[Opening GIVEN DATA section]

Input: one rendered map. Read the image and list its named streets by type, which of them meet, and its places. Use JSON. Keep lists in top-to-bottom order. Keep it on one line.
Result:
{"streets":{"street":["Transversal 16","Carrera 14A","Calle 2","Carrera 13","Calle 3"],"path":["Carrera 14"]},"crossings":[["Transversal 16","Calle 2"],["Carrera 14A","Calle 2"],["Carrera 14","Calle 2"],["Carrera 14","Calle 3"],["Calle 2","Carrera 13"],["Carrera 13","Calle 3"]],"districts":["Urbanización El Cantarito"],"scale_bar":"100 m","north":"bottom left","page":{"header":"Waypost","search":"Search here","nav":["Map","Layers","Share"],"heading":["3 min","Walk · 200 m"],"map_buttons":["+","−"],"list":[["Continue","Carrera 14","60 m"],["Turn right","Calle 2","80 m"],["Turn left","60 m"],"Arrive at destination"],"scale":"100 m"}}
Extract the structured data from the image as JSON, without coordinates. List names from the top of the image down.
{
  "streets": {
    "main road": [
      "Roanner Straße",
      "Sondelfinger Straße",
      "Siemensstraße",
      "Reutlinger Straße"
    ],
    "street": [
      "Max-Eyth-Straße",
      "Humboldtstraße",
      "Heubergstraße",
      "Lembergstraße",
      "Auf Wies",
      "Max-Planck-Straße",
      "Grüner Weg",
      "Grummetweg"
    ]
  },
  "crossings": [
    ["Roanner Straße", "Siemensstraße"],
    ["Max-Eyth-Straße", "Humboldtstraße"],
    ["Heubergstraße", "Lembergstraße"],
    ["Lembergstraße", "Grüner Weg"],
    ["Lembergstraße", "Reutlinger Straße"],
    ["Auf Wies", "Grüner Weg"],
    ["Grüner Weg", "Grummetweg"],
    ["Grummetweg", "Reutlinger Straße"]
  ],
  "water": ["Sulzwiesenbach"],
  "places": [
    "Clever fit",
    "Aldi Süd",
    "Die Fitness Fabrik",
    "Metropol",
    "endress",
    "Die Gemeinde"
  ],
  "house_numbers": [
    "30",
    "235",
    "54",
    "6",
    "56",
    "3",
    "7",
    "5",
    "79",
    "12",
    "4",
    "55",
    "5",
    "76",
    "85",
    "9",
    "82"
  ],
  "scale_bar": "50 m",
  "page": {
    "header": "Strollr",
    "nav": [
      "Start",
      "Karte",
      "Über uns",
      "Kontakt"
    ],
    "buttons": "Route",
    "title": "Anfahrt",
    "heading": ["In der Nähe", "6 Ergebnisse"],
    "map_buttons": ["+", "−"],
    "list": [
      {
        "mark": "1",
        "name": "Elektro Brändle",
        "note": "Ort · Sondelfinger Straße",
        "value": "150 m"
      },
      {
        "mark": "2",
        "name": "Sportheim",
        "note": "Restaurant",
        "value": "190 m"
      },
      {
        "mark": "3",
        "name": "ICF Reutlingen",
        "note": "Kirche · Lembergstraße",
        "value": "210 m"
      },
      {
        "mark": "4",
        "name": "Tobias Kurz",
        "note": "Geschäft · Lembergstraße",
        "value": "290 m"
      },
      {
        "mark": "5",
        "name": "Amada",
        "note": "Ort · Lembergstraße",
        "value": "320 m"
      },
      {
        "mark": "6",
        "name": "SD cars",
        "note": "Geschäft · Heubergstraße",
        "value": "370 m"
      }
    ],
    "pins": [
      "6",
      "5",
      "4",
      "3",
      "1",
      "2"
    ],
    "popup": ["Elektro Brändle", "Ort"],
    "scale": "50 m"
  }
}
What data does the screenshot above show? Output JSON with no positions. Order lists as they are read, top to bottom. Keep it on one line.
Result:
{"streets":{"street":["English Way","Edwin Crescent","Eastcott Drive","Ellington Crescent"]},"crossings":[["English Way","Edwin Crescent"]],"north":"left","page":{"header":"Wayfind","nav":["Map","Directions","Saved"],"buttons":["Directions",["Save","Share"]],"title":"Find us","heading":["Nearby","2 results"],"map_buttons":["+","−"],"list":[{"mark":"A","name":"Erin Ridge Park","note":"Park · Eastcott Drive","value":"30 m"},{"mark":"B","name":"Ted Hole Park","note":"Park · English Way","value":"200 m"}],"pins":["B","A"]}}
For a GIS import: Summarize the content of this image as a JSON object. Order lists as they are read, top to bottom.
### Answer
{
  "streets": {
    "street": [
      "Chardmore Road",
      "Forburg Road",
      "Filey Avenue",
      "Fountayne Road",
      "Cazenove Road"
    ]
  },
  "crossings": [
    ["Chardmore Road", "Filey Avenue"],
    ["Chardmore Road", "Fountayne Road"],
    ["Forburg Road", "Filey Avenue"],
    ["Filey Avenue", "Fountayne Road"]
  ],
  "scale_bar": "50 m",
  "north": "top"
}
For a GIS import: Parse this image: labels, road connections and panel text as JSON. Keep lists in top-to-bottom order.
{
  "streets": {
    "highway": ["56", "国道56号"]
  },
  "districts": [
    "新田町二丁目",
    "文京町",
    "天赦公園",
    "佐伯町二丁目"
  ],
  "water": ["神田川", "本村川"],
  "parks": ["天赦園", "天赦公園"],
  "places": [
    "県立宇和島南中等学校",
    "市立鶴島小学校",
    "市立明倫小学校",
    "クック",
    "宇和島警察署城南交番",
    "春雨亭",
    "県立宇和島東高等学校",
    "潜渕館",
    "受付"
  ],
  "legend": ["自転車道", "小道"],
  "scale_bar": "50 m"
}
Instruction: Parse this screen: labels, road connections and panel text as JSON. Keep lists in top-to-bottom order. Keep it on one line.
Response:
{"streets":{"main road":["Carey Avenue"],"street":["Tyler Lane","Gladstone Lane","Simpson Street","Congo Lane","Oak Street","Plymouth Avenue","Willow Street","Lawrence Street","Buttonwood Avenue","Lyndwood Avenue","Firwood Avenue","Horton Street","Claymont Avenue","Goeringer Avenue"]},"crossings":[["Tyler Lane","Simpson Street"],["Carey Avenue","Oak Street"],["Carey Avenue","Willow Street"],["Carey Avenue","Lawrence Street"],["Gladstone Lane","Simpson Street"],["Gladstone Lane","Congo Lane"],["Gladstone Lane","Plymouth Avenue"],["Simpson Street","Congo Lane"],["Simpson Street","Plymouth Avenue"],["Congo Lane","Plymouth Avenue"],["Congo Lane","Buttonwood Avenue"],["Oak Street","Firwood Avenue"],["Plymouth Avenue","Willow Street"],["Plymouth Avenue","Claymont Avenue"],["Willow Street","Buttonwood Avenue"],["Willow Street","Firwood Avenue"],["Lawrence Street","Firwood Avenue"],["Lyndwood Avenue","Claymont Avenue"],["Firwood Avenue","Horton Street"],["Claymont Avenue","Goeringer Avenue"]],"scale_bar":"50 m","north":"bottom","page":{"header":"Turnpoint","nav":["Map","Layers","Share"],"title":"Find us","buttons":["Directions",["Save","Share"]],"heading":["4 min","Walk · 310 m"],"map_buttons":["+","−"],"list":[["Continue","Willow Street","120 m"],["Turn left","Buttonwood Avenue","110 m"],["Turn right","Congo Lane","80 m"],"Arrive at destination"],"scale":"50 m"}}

[Closing GIVEN DATA section]

→ REQUIRED ACTION:
Exactly reproduce every line of the records.

→ REPLY TO THE TASK:
Input: one rendered map. Read the image and list its named streets by type, which of them meet, and its places. Use JSON. Keep lists in top-to-bottom order. Keep it on one line.
Result:
{"streets":{"street":["Transversal 16","Carrera 14A","Calle 2","Carrera 13","Calle 3"],"path":["Carrera 14"]},"crossings":[["Transversal 16","Calle 2"],["Carrera 14A","Calle 2"],["Carrera 14","Calle 2"],["Carrera 14","Calle 3"],["Calle 2","Carrera 13"],["Carrera 13","Calle 3"]],"districts":["Urbanización El Cantarito"],"scale_bar":"100 m","north":"bottom left","page":{"header":"Waypost","search":"Search here","nav":["Map","Layers","Share"],"heading":["3 min","Walk · 200 m"],"map_buttons":["+","−"],"list":[["Continue","Carrera 14","60 m"],["Turn right","Calle 2","80 m"],["Turn left","60 m"],"Arrive at destination"],"scale":"100 m"}}
Extract the structured data from the image as JSON, without coordinates. List names from the top of the image down.
{
  "streets": {
    "main road": [
      "Roanner Straße",
      "Sondelfinger Straße",
      "Siemensstraße",
      "Reutlinger Straße"
    ],
    "street": [
      "Max-Eyth-Straße",
      "Humboldtstraße",
      "Heubergstraße",
      "Lembergstraße",
      "Auf Wies",
      "Max-Planck-Straße",
      "Grüner Weg",
      "Grummetweg"
    ]
  },
  "crossings": [
    ["Roanner Straße", "Siemensstraße"],
    ["Max-Eyth-Straße", "Humboldtstraße"],
    ["Heubergstraße", "Lembergstraße"],
    ["Lembergstraße", "Grüner Weg"],
    ["Lembergstraße", "Reutlinger Straße"],
    ["Auf Wies", "Grüner Weg"],
    ["Grüner Weg", "Grummetweg"],
    ["Grummetweg", "Reutlinger Straße"]
  ],
  "water": ["Sulzwiesenbach"],
  "places": [
    "Clever fit",
    "Aldi Süd",
    "Die Fitness Fabrik",
    "Metropol",
    "endress",
    "Die Gemeinde"
  ],
  "house_numbers": [
    "30",
    "235",
    "54",
    "6",
    "56",
    "3",
    "7",
    "5",
    "79",
    "12",
    "4",
    "55",
    "5",
    "76",
    "85",
    "9",
    "82"
  ],
  "scale_bar": "50 m",
  "page": {
    "header": "Strollr",
    "nav": [
      "Start",
      "Karte",
      "Über uns",
      "Kontakt"
    ],
    "buttons": "Route",
    "title": "Anfahrt",
    "heading": ["In der Nähe", "6 Ergebnisse"],
    "map_buttons": ["+", "−"],
    "list": [
      {
        "mark": "1",
        "name": "Elektro Brändle",
        "note": "Ort · Sondelfinger Straße",
        "value": "150 m"
      },
      {
        "mark": "2",
        "name": "Sportheim",
        "note": "Restaurant",
        "value": "190 m"
      },
      {
        "mark": "3",
        "name": "ICF Reutlingen",
        "note": "Kirche · Lembergstraße",
        "value": "210 m"
      },
      {
        "mark": "4",
        "name": "Tobias Kurz",
        "note": "Geschäft · Lembergstraße",
        "value": "290 m"
      },
      {
        "mark": "5",
        "name": "Amada",
        "note": "Ort · Lembergstraße",
        "value": "320 m"
      },
      {
        "mark": "6",
        "name": "SD cars",
        "note": "Geschäft · Heubergstraße",
        "value": "370 m"
      }
    ],
    "pins": [
      "6",
      "5",
      "4",
      "3",
      "1",
      "2"
    ],
    "popup": ["Elektro Brändle", "Ort"],
    "scale": "50 m"
  }
}
What data does the screenshot above show? Output JSON with no positions. Order lists as they are read, top to bottom. Keep it on one line.
Result:
{"streets":{"street":["English Way","Edwin Crescent","Eastcott Drive","Ellington Crescent"]},"crossings":[["English Way","Edwin Crescent"]],"north":"left","page":{"header":"Wayfind","nav":["Map","Directions","Saved"],"buttons":["Directions",["Save","Share"]],"title":"Find us","heading":["Nearby","2 results"],"map_buttons":["+","−"],"list":[{"mark":"A","name":"Erin Ridge Park","note":"Park · Eastcott Drive","value":"30 m"},{"mark":"B","name":"Ted Hole Park","note":"Park · English Way","value":"200 m"}],"pins":["B","A"]}}
For a GIS import: Summarize the content of this image as a JSON object. Order lists as they are read, top to bottom.
### Answer
{
  "streets": {
    "street": [
      "Chardmore Road",
      "Forburg Road",
      "Filey Avenue",
      "Fountayne Road",
      "Cazenove Road"
    ]
  },
  "crossings": [
    ["Chardmore Road", "Filey Avenue"],
    ["Chardmore Road", "Fountayne Road"],
    ["Forburg Road", "Filey Avenue"],
    ["Filey Avenue", "Fountayne Road"]
  ],
  "scale_bar": "50 m",
  "north": "top"
}
For a GIS import: Parse this image: labels, road connections and panel text as JSON. Keep lists in top-to-bottom order.
{
  "streets": {
    "highway": ["56", "国道56号"]
  },
  "districts": [
    "新田町二丁目",
    "文京町",
    "天赦公園",
    "佐伯町二丁目"
  ],
  "water": ["神田川", "本村川"],
  "parks": ["天赦園", "天赦公園"],
  "places": [
    "県立宇和島南中等学校",
    "市立鶴島小学校",
    "市立明倫小学校",
    "クック",
    "宇和島警察署城南交番",
    "春雨亭",
    "県立宇和島東高等学校",
    "潜渕館",
    "受付"
  ],
  "legend": ["自転車道", "小道"],
  "scale_bar": "50 m"
}
Instruction: Parse this screen: labels, road connections and panel text as JSON. Keep lists in top-to-bottom order. Keep it on one line.
Response:
{"streets":{"main road":["Carey Avenue"],"street":["Tyler Lane","Gladstone Lane","Simpson Street","Congo Lane","Oak Street","Plymouth Avenue","Willow Street","Lawrence Street","Buttonwood Avenue","Lyndwood Avenue","Firwood Avenue","Horton Street","Claymont Avenue","Goeringer Avenue"]},"crossings":[["Tyler Lane","Simpson Street"],["Carey Avenue","Oak Street"],["Carey Avenue","Willow Street"],["Carey Avenue","Lawrence Street"],["Gladstone Lane","Simpson Street"],["Gladstone Lane","Congo Lane"],["Gladstone Lane","Plymouth Avenue"],["Simpson Street","Congo Lane"],["Simpson Street","Plymouth Avenue"],["Congo Lane","Plymouth Avenue"],["Congo Lane","Buttonwood Avenue"],["Oak Street","Firwood Avenue"],["Plymouth Avenue","Willow Street"],["Plymouth Avenue","Claymont Avenue"],["Willow Street","Buttonwood Avenue"],["Willow Street","Firwood Avenue"],["Lawrence Street","Firwood Avenue"],["Lyndwood Avenue","Claymont Avenue"],["Firwood Avenue","Horton Street"],["Claymont Avenue","Goeringer Avenue"]],"scale_bar":"50 m","north":"bottom","page":{"header":"Turnpoint","nav":["Map","Layers","Share"],"title":"Find us","buttons":["Directions",["Save","Share"]],"heading":["4 min","Walk · 310 m"],"map_buttons":["+","−"],"list":[["Continue","Willow Street","120 m"],["Turn left","Buttonwood Avenue","110 m"],["Turn right","Congo Lane","80 m"],"Arrive at destination"],"scale":"50 m"}}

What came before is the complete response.